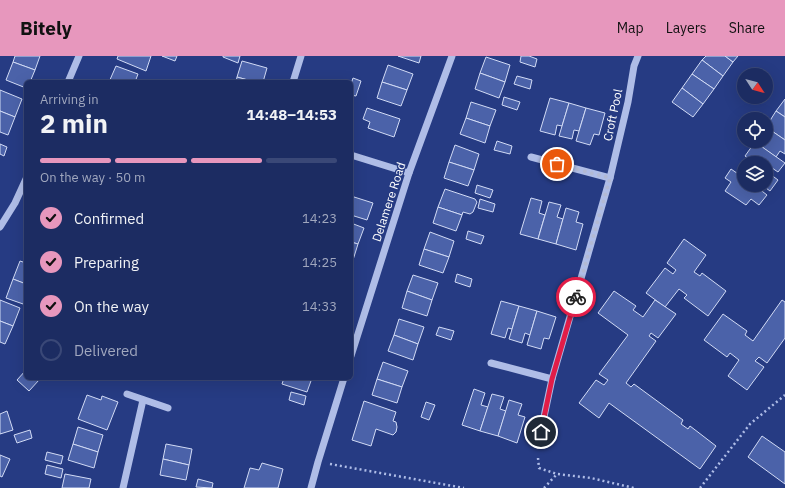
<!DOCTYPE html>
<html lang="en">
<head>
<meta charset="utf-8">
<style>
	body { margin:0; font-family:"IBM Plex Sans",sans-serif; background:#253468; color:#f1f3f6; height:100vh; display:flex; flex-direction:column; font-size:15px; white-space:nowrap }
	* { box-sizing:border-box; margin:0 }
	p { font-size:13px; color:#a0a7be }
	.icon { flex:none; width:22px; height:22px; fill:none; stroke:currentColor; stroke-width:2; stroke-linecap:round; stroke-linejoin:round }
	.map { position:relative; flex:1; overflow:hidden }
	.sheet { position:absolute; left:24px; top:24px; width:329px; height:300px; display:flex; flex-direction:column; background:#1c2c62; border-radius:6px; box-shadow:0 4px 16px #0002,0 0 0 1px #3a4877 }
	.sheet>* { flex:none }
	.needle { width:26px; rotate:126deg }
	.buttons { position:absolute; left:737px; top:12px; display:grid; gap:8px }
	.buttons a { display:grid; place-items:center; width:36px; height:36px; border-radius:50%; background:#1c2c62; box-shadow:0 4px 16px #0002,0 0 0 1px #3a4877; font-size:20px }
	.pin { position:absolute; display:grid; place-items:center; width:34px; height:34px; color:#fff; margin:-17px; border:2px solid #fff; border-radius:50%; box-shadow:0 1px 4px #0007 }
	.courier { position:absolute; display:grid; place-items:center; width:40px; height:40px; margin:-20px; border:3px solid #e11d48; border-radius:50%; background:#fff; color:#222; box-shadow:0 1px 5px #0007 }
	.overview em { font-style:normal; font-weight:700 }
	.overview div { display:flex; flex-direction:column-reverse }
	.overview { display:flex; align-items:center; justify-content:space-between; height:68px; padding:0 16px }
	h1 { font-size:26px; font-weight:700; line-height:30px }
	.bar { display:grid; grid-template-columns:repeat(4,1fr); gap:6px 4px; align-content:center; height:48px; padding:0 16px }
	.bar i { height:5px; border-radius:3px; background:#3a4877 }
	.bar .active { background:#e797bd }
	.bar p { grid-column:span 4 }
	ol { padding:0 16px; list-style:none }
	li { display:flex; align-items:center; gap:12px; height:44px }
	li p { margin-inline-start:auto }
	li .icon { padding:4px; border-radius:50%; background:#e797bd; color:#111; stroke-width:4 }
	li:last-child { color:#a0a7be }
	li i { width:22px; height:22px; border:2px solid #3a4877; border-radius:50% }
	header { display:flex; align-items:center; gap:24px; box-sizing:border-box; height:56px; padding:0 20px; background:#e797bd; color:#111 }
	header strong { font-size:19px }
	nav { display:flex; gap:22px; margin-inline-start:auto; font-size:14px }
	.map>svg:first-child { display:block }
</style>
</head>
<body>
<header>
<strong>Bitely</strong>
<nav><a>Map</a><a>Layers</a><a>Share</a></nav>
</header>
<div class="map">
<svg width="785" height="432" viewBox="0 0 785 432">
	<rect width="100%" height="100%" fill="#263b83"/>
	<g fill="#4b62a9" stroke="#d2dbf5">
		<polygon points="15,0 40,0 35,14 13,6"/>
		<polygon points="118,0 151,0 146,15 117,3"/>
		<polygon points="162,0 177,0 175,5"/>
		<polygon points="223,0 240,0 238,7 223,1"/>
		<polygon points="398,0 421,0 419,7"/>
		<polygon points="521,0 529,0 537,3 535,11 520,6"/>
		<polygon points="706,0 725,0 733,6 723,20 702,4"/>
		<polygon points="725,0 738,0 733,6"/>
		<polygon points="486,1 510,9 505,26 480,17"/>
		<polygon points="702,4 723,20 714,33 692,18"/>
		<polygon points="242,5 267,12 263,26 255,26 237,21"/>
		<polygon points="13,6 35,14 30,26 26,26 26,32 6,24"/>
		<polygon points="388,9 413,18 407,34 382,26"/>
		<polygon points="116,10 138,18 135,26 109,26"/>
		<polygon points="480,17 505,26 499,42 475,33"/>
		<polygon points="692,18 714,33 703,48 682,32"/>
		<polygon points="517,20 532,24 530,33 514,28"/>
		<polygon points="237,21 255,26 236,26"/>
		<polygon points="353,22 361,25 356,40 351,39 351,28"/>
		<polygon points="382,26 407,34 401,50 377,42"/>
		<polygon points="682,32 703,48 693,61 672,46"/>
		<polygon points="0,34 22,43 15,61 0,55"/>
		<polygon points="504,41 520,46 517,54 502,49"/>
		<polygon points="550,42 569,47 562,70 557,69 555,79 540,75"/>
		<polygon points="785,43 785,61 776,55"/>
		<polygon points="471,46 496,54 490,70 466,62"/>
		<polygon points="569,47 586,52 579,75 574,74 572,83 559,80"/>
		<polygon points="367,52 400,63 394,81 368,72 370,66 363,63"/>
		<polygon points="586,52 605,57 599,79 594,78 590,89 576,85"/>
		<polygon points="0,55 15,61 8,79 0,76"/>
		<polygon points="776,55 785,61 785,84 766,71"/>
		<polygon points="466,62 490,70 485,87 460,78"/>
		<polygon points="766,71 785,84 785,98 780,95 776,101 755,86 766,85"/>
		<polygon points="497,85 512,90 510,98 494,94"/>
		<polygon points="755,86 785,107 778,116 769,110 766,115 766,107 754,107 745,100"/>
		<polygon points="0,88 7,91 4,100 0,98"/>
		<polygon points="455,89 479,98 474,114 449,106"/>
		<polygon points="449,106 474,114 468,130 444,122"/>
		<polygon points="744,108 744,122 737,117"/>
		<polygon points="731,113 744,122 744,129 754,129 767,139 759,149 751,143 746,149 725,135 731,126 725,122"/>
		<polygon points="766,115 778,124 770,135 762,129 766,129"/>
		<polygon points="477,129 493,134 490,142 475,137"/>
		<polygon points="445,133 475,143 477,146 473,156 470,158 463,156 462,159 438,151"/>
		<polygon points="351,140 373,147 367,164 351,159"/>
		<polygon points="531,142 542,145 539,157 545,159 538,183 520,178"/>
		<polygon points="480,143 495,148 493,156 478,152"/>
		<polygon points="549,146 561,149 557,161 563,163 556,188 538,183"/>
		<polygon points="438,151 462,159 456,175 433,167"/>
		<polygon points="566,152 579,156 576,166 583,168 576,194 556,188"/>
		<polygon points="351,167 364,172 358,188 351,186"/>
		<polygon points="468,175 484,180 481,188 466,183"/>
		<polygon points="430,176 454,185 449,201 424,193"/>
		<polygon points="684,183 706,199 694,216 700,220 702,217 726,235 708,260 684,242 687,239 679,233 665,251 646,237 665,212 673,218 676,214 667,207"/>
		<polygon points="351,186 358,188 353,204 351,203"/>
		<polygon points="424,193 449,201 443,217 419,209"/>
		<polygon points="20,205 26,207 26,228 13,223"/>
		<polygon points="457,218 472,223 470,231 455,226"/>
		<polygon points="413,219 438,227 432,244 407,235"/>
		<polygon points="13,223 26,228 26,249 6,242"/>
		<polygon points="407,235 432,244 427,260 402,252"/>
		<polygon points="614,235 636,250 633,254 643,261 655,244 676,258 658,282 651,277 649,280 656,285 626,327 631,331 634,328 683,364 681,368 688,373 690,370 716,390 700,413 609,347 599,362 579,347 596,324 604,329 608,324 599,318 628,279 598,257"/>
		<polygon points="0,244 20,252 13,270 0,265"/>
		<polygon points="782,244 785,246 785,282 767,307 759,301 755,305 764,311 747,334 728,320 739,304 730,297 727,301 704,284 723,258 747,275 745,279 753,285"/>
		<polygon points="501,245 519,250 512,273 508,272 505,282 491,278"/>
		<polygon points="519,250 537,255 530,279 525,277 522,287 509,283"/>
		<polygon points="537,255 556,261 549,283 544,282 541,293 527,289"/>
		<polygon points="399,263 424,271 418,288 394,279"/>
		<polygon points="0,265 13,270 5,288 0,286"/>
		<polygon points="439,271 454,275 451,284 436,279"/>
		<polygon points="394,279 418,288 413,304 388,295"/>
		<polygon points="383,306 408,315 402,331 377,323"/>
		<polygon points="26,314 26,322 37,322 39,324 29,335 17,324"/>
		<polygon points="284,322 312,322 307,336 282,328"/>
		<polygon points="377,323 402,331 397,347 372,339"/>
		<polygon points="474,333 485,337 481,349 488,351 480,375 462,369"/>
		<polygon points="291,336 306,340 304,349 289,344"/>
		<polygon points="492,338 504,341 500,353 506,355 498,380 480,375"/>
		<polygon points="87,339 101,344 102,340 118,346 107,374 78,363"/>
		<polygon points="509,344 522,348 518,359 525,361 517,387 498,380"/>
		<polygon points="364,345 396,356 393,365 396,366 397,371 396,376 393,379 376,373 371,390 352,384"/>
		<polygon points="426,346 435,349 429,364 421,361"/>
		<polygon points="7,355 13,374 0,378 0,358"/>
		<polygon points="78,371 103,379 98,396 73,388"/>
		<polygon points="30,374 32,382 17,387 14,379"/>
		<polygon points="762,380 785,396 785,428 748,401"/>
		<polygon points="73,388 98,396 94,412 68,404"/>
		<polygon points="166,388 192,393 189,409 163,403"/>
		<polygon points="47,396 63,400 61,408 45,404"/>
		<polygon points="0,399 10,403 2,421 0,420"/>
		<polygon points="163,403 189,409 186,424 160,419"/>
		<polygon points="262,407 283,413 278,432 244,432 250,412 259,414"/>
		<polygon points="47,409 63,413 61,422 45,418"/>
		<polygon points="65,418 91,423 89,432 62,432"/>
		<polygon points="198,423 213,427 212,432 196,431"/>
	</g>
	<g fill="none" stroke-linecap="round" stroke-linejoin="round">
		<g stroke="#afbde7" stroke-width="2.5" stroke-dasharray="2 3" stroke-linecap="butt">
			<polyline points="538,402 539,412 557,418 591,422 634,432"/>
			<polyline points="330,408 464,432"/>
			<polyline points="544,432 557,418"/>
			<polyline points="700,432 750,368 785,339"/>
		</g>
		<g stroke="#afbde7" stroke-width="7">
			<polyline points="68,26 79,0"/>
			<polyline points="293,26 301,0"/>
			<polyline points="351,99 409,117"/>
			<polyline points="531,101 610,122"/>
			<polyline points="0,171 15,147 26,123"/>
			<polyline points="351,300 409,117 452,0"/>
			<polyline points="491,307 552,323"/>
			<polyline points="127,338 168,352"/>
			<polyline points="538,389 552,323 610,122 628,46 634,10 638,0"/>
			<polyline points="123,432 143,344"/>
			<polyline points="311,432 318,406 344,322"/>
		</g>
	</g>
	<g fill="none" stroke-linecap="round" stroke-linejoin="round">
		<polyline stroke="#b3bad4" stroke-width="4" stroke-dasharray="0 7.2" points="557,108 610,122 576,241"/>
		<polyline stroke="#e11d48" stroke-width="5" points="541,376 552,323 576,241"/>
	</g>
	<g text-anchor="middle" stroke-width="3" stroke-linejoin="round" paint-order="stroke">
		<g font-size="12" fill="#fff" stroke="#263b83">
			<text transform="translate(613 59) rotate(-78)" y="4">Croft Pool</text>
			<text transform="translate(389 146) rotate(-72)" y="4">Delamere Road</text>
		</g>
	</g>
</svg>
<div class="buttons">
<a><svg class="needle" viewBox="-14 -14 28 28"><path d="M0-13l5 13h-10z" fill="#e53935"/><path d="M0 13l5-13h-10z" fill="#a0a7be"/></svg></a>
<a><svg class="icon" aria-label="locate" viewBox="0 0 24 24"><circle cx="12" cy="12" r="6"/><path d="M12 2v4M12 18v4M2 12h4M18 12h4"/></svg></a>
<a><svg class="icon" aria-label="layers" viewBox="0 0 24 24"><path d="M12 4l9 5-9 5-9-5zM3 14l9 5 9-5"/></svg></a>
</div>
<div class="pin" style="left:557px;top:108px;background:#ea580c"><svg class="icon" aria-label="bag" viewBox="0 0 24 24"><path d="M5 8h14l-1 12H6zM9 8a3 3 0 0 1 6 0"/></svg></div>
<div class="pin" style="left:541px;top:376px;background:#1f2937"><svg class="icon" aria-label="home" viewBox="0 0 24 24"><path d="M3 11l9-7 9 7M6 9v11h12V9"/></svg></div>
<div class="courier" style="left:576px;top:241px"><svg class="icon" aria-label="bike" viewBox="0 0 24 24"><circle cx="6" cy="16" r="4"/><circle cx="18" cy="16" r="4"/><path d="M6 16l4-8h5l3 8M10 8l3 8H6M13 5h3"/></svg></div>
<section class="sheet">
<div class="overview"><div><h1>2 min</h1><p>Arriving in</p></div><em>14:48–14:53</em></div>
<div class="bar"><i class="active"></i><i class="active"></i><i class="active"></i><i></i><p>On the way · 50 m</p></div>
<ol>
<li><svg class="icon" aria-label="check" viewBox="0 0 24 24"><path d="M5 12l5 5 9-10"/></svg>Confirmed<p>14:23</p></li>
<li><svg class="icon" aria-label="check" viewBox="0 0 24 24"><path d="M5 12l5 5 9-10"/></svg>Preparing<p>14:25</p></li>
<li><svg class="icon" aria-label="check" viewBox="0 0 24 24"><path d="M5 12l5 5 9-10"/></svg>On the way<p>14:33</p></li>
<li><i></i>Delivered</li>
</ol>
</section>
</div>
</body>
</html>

● ● ●

### WORK INSTRUCTIONS
Going through the entries above, report how many lines include the string "check". The number alone is the answer.

### SOLUTION
3